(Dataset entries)

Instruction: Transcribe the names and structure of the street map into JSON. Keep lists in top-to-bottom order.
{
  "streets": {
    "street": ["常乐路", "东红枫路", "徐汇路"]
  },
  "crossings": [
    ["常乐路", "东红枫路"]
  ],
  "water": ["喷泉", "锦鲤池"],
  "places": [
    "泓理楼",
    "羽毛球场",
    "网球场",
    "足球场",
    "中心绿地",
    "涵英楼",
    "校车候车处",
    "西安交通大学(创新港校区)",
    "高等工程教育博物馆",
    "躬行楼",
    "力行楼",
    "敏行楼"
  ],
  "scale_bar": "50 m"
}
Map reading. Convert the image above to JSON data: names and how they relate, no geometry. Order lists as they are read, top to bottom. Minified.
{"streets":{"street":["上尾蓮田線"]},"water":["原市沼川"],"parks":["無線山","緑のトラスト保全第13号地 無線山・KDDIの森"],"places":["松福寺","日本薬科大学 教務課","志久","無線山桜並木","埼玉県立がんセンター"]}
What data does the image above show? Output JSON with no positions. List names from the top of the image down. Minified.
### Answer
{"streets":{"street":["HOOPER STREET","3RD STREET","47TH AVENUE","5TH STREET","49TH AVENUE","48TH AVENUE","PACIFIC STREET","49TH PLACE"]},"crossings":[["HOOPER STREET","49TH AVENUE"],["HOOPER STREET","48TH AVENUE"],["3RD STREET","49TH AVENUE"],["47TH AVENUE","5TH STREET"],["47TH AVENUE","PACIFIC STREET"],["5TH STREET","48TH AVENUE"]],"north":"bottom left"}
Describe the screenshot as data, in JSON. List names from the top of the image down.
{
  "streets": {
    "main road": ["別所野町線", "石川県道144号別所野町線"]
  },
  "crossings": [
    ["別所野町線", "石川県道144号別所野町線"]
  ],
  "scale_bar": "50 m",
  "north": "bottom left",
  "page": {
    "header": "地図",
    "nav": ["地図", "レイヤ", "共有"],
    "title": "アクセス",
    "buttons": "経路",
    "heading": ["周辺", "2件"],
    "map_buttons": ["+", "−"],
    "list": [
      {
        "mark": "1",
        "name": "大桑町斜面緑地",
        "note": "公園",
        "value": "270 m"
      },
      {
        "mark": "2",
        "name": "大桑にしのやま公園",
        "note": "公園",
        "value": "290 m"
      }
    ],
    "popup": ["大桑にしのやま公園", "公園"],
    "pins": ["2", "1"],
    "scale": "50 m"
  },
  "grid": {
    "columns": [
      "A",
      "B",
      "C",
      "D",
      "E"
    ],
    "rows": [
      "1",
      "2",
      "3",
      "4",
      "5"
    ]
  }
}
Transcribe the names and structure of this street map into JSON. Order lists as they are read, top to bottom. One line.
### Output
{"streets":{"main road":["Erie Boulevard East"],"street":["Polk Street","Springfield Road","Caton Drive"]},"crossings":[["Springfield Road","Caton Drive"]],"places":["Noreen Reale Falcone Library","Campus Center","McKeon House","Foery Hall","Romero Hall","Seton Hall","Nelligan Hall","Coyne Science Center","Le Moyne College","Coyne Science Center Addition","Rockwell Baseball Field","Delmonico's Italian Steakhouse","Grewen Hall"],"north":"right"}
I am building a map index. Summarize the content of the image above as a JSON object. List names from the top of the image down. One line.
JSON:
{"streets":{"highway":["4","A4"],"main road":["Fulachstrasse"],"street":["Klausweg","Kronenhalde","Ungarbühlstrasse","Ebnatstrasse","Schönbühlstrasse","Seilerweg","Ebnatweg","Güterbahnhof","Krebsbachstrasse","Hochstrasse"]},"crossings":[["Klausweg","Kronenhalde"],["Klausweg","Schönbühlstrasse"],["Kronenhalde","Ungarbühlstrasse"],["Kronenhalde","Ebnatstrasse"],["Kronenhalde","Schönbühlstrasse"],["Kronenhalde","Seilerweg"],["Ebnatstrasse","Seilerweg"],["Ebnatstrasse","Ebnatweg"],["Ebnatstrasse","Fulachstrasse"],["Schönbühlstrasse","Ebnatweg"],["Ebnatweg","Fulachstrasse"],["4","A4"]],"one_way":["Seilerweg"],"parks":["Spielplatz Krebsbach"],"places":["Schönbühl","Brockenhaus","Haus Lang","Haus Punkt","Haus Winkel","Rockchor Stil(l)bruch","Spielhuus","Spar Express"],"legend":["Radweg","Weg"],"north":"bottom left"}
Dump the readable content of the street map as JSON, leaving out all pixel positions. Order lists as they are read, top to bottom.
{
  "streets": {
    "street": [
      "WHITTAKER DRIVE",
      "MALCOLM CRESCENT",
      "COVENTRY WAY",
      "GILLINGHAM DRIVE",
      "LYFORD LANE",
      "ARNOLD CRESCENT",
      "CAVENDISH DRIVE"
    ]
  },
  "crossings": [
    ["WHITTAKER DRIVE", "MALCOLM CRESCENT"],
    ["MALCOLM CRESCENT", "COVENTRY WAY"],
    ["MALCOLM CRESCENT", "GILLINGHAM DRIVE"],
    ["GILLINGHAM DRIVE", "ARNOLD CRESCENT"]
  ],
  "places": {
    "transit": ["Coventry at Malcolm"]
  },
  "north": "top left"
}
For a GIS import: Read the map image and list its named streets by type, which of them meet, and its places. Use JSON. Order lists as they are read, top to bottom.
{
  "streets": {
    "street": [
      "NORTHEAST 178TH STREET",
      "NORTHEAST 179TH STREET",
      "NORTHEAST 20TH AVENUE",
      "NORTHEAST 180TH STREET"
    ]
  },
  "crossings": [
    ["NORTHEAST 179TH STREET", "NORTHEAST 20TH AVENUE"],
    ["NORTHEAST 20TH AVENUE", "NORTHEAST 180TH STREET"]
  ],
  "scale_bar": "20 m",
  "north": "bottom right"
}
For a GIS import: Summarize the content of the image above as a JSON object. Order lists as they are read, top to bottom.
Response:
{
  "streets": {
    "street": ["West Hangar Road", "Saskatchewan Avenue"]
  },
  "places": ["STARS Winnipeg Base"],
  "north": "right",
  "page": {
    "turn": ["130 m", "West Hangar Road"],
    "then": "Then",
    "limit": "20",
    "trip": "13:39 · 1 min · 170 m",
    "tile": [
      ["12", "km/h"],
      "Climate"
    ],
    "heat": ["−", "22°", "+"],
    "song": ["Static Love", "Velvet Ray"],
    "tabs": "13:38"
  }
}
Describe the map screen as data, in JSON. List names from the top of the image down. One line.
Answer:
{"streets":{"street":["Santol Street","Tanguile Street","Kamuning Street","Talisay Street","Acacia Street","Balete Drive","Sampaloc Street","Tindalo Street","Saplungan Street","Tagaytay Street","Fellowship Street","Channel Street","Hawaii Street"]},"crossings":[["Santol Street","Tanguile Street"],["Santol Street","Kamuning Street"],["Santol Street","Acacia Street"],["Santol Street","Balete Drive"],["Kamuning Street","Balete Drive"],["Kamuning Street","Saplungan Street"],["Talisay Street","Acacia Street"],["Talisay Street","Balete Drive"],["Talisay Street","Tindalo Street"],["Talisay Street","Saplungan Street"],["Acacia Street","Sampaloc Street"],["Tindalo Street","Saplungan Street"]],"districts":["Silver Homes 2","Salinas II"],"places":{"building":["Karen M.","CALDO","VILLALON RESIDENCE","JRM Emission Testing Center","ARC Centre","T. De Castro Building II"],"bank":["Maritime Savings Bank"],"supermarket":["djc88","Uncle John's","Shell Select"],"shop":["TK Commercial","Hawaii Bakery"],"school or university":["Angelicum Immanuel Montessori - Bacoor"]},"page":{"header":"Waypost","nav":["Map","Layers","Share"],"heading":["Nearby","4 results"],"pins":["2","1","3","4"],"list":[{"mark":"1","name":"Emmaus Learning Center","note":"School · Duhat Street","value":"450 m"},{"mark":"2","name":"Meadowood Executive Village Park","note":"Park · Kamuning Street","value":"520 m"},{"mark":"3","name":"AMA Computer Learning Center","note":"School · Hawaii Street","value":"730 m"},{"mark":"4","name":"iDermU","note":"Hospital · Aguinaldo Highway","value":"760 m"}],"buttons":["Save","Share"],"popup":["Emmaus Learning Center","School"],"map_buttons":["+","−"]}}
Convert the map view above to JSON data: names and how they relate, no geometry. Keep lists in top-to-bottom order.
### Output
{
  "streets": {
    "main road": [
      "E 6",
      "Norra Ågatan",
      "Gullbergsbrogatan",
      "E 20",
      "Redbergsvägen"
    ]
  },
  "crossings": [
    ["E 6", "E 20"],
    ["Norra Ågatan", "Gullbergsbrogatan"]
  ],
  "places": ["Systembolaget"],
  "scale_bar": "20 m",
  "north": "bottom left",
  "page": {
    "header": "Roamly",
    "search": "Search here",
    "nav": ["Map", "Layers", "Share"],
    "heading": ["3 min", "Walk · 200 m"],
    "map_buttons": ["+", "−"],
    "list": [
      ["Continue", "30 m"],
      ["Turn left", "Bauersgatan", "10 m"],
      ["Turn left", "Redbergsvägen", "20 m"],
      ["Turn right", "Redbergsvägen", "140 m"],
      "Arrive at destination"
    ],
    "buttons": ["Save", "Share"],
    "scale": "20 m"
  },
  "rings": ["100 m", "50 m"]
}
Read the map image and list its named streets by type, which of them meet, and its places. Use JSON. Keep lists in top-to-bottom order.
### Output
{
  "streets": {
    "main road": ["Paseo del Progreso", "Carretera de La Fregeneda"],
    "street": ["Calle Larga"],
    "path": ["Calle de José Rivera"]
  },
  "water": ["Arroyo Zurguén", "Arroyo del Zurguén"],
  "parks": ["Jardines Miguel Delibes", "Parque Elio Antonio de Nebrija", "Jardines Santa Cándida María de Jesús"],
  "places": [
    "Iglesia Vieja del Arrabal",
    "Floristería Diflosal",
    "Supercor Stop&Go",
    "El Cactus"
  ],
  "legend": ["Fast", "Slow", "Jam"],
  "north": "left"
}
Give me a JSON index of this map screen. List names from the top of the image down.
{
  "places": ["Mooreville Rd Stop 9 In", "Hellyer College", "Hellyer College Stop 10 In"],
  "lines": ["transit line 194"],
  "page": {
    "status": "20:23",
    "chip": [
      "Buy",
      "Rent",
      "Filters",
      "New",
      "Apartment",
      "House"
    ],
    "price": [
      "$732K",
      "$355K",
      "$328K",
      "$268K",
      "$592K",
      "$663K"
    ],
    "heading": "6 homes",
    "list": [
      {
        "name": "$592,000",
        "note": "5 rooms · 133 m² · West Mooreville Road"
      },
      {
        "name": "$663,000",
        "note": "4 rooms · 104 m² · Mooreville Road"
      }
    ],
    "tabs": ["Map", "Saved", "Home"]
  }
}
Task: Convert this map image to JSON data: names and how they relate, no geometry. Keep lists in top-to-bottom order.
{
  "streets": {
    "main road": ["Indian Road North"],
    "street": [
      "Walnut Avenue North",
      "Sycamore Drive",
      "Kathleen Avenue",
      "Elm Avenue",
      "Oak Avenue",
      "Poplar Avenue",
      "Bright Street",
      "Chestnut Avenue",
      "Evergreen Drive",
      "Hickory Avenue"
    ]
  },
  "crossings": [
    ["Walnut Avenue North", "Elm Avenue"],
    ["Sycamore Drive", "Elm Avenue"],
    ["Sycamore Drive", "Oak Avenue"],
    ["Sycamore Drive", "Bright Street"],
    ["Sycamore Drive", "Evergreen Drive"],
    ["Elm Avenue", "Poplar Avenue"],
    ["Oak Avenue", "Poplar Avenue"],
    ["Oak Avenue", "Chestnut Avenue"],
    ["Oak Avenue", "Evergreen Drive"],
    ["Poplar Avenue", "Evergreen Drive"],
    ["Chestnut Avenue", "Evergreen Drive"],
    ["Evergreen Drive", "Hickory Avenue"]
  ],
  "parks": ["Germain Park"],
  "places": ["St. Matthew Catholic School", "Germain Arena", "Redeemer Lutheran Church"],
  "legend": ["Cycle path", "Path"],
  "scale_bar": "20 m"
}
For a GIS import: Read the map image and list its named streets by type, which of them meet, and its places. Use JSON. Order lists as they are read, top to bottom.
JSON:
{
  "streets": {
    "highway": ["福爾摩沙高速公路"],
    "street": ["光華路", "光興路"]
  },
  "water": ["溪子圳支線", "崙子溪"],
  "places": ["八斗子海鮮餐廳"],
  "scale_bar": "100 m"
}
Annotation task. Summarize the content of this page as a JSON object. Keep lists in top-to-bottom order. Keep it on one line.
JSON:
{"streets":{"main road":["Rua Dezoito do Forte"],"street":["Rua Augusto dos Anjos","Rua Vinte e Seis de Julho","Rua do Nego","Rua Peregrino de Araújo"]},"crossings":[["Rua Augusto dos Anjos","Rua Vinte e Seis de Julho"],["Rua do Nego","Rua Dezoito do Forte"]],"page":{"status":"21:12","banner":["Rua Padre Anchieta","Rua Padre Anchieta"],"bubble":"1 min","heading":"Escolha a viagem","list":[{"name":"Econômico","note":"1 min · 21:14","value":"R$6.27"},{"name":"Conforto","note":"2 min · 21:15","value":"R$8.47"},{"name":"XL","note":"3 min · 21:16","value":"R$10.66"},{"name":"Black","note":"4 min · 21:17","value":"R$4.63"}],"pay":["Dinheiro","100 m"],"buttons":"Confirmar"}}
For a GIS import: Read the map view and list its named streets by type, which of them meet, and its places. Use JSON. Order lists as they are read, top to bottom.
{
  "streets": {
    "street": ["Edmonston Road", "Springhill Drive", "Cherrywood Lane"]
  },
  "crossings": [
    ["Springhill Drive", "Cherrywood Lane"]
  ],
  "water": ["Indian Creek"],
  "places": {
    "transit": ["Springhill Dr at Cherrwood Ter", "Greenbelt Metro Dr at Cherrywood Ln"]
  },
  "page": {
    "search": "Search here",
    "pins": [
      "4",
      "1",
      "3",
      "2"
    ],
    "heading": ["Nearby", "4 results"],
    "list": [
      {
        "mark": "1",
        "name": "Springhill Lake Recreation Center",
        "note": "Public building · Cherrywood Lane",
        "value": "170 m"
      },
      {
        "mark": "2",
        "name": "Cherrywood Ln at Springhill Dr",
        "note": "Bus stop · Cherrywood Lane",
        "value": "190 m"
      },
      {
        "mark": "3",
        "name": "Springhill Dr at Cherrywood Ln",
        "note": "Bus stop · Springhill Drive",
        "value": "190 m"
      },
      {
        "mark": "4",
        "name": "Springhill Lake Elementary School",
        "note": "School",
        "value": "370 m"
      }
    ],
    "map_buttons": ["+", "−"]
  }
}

- **Directions for this task**: Print, from the entries above, the line with "For a GIS import: Summarize", the line with "Describe the map" and all lines between them, exactly and with nothing else.

- **Answer to this exercise**:
For a GIS import: Summarize the content of the image above as a JSON object. Order lists as they are read, top to bottom.
Response:
{
  "streets": {
    "street": ["West Hangar Road", "Saskatchewan Avenue"]
  },
  "places": ["STARS Winnipeg Base"],
  "north": "right",
  "page": {
    "turn": ["130 m", "West Hangar Road"],
    "then": "Then",
    "limit": "20",
    "trip": "13:39 · 1 min · 170 m",
    "tile": [
      ["12", "km/h"],
      "Climate"
    ],
    "heat": ["−", "22°", "+"],
    "song": ["Static Love", "Velvet Ray"],
    "tabs": "13:38"
  }
}
Describe the map screen as data, in JSON. List names from the top of the image down. One line.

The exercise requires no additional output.